Thank you for making this reduced graph. I'm all for visualization, but the full call graph seemed to show nothing except how useless a full call graph is.
Good point. "Around" is a concept used a lot in aspect-oriented programming. But I suspect that even fewer people are familiar with AOP or "around" than with macros or resource management.
andreyf, I completely agree with you. How people write code in a language is -- from a user experience perspective -- part of the language in a very real sense. I've written about this before. http://plpatterns.com/post/37655849/1-2-n
Using symbols like ¬ and λ is a start. Paredit is even better. But I think programmers are stuck in the mindset that source code has to come from an ASCII text file. If you truly get the idea that code is just data, there's no reason why your "IDE" shouldn't be integrated with the language and provide a higher-level representation of the data you're editing. Also, depending on the task, you may want to view different aspects of your code. You can think of your source as the model in an MVC where multiple views and editing styles for the same data-structure are possible.

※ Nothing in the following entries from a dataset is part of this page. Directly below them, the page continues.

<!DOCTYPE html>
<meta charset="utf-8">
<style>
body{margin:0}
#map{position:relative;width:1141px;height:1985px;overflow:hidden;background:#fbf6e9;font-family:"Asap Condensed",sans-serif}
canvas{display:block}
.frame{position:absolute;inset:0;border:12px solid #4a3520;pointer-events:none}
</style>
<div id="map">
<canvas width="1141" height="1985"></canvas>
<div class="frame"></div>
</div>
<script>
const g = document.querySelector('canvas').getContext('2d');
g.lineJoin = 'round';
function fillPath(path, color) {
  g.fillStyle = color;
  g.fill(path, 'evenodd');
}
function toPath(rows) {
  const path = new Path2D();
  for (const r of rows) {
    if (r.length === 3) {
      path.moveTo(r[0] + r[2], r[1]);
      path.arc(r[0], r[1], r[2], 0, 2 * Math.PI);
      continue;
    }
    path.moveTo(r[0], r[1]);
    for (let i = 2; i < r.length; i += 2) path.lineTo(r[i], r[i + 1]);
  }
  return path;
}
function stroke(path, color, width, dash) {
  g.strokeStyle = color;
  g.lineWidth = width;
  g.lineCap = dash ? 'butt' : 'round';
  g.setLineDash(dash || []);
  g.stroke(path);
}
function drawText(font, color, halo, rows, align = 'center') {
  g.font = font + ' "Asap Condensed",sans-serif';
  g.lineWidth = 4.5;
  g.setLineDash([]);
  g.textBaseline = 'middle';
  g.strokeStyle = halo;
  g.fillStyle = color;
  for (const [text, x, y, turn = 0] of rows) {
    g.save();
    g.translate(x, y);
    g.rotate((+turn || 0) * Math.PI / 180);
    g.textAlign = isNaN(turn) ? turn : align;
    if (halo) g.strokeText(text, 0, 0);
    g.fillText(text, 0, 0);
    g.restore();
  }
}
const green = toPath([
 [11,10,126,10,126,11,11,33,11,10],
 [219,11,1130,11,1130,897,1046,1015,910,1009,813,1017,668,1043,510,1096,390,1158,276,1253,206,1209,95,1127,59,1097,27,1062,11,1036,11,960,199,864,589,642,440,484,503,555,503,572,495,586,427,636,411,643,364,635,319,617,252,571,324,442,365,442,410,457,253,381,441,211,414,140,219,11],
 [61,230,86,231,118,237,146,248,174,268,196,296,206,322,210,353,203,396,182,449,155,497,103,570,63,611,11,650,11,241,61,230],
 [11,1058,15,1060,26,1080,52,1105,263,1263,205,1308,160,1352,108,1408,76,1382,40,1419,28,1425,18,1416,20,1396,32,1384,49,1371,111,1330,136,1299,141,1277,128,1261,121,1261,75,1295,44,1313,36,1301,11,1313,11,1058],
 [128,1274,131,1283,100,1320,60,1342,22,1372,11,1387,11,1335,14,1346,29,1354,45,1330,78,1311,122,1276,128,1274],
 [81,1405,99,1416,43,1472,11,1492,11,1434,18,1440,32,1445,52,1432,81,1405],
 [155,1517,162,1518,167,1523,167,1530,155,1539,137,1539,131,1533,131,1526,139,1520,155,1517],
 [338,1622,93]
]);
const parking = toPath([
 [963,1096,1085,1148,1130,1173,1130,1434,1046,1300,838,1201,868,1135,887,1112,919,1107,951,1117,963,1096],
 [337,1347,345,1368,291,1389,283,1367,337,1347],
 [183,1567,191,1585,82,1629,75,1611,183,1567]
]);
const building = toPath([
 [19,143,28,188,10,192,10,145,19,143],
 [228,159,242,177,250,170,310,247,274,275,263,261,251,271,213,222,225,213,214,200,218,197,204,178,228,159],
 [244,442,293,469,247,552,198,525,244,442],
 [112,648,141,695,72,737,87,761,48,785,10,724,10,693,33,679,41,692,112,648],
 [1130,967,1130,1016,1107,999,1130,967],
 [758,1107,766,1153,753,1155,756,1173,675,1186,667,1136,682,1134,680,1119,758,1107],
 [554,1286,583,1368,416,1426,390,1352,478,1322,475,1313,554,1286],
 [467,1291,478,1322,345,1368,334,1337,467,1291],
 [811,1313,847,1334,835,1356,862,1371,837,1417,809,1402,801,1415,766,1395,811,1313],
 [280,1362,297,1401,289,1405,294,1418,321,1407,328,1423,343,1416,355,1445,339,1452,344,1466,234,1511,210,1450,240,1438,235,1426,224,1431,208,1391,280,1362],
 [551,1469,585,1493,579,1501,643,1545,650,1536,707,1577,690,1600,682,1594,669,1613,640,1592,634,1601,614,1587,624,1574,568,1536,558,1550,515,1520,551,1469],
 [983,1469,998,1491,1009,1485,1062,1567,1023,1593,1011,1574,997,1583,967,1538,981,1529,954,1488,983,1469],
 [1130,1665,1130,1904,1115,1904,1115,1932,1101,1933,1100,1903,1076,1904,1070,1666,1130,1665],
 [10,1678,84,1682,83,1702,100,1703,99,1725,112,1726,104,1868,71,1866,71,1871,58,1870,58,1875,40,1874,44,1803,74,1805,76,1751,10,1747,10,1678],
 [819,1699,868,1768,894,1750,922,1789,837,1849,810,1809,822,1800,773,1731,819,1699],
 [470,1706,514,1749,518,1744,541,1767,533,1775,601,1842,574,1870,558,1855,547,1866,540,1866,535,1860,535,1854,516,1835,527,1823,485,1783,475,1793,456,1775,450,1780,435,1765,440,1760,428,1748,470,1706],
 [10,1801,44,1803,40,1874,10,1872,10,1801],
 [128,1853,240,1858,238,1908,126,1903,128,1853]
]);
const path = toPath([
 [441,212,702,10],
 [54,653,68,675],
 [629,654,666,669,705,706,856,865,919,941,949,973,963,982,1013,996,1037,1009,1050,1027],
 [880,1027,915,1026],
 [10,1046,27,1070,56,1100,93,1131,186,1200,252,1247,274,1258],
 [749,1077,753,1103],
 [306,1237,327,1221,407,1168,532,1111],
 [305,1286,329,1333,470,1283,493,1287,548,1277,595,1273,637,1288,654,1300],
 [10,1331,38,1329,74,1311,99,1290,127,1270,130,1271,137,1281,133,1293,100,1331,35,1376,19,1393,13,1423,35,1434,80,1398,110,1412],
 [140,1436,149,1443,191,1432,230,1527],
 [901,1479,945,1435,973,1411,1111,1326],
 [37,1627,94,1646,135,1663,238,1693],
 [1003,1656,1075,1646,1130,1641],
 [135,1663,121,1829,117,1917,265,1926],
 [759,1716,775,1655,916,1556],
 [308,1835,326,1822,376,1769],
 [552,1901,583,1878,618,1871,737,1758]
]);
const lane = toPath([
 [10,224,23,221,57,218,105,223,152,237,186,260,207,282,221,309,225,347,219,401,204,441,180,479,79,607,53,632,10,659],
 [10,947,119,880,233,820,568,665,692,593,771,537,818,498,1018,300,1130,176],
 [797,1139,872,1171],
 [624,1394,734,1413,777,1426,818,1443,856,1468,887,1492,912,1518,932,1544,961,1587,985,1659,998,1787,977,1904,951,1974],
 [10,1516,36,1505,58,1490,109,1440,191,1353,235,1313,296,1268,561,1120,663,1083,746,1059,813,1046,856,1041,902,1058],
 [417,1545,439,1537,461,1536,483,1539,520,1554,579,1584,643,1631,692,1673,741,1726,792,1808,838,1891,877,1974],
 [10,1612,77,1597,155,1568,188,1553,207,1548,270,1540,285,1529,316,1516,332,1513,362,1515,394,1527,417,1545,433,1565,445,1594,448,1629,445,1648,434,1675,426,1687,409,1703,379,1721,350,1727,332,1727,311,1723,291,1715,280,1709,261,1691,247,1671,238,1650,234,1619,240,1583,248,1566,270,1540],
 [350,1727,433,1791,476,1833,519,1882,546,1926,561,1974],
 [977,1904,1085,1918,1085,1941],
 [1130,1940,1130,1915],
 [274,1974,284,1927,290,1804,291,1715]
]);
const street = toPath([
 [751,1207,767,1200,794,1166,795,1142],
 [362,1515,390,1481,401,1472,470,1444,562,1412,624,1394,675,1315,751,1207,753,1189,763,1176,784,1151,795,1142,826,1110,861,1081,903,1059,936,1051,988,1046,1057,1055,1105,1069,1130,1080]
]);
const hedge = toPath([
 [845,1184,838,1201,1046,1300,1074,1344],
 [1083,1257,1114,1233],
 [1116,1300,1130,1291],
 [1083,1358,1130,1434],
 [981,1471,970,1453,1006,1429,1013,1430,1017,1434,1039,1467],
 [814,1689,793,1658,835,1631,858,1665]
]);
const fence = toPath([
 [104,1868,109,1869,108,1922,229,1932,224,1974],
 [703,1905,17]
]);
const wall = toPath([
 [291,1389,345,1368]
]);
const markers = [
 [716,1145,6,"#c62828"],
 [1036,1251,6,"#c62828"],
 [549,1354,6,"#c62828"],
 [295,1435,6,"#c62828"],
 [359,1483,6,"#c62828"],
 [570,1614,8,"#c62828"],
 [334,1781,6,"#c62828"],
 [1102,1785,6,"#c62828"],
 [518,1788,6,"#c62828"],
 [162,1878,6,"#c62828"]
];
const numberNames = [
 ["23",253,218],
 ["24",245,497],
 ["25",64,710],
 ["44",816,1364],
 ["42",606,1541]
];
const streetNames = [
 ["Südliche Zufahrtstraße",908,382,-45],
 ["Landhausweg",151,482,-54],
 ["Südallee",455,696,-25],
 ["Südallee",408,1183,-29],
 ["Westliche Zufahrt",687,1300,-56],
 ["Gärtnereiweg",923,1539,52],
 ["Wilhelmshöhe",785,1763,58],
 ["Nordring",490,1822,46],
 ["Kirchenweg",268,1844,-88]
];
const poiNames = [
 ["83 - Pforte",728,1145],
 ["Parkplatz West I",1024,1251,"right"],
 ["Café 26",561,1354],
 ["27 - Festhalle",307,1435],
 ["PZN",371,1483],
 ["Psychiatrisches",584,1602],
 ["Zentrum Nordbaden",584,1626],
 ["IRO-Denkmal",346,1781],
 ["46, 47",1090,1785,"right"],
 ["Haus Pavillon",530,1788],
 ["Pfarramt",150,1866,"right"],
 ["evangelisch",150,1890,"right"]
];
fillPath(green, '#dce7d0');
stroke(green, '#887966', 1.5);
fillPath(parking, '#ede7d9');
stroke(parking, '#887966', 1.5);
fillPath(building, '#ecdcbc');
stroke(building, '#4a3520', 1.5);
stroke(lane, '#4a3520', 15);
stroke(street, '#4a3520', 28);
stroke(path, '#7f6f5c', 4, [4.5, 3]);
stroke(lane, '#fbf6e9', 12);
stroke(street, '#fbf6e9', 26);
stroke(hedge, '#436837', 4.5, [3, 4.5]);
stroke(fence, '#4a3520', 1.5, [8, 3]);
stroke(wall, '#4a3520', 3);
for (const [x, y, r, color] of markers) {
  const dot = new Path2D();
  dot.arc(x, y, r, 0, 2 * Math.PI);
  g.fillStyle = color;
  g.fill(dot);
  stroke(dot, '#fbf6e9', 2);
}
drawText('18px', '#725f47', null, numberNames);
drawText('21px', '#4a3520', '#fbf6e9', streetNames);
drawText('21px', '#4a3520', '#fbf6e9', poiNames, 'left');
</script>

Once you view your code simply as data, all sorts of possibilities open up. The so-called Source Code In Database site has tons of examples of these features. http://mindprod.com/project/scid.html
No, I think what people are getting at is... why does program source have to be represented by only ASCII text? After all, if code is data, an IDE is just a data editor, where that data happens to be code.
I think it has been shown many times throughout history that notation matters. In fact, the entire concept of Arc is based on this principle. Otherwise, Common Lisp would be suitable.
Why does it have to be ASCII? No reason, The simplest answer may just be that the language writer feels that adding UTF-8, or UTF-16, support would be a waste of their time, or is below them. As for programming IN the language, it becomes a matter of what is easy for the programmer to type. In a way, this whole thing is a matter of deciding what is the lowest common denominator that one wants to support.
Sure, Qi was implemented in CL, but that doesn't mean Lisp isn't blub compared to Qi. Think Greenspun's Tenth Rule, but instead of C and Lisp, Lisp and Qi respectively.
(Too bad I'm posting 11 days late... I would have liked to have heard a rebuttal.)
It doesn't look to me like it's obviously shorter.
I haven't tried counting nodes in both either, but in nonwhitespace chars, which should be a reasonable approximation of nodes in two languages so similar, the Arc version is slightly shorter: 755 chars vs 774.